What's needed is the listing below, repeated word for word with no pictures.

*Data provided*:

□ □ □ □ □

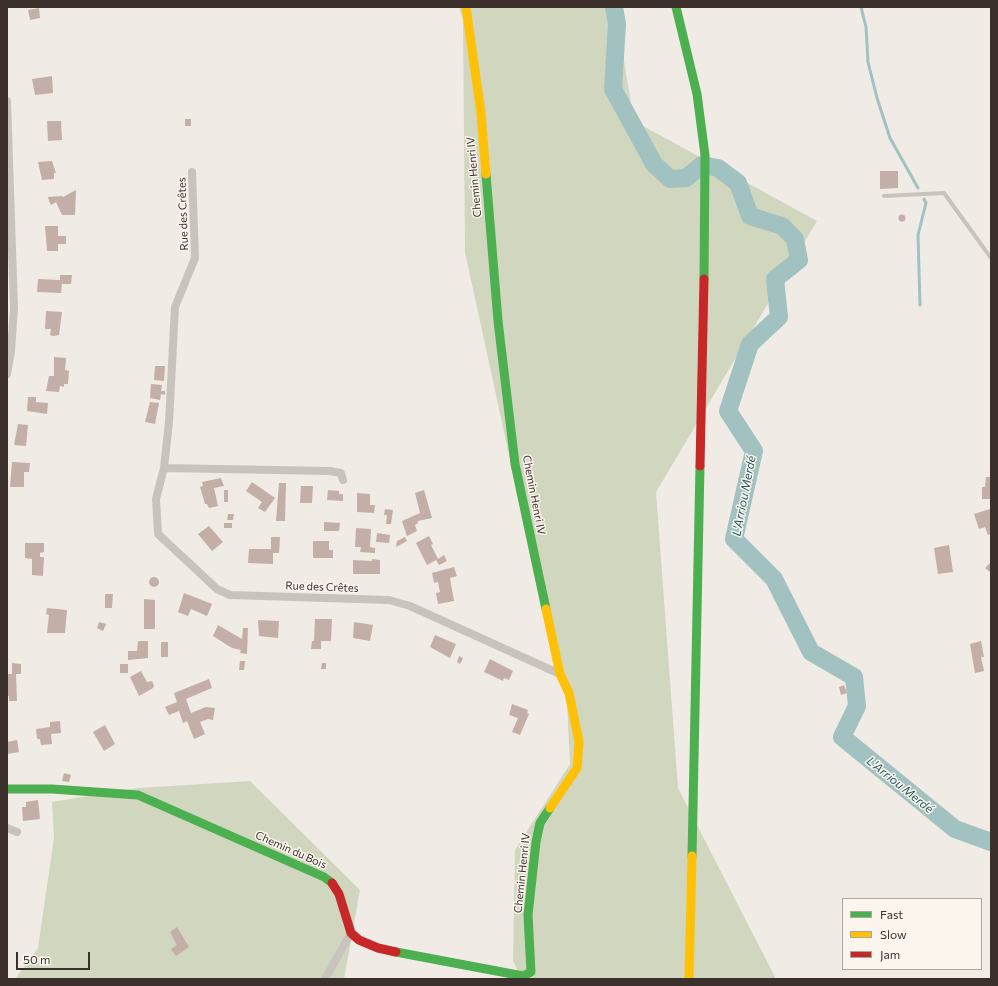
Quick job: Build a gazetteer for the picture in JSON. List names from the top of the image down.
{
  "streets": {
    "street": ["Chemin Henri IV", "Rue des Crêtes", "Chemin du Bois"]
  },
  "crossings": [
    ["Chemin Henri IV", "Rue des Crêtes"],
    ["Chemin Henri IV", "Chemin du Bois"]
  ],
  "water": ["L'Arriou Merdé"],
  "legend": ["Fast", "Slow", "Jam"],
  "scale_bar": "50 m"
}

□ □ □ □ □

*Reply to the exercise*:
Quick job: Build a gazetteer for the picture in JSON. List names from the top of the image down.
{
  "streets": {
    "street": ["Chemin Henri IV", "Rue des Crêtes", "Chemin du Bois"]
  },
  "crossings": [
    ["Chemin Henri IV", "Rue des Crêtes"],
    ["Chemin Henri IV", "Chemin du Bois"]
  ],
  "water": ["L'Arriou Merdé"],
  "legend": ["Fast", "Slow", "Jam"],
  "scale_bar": "50 m"
}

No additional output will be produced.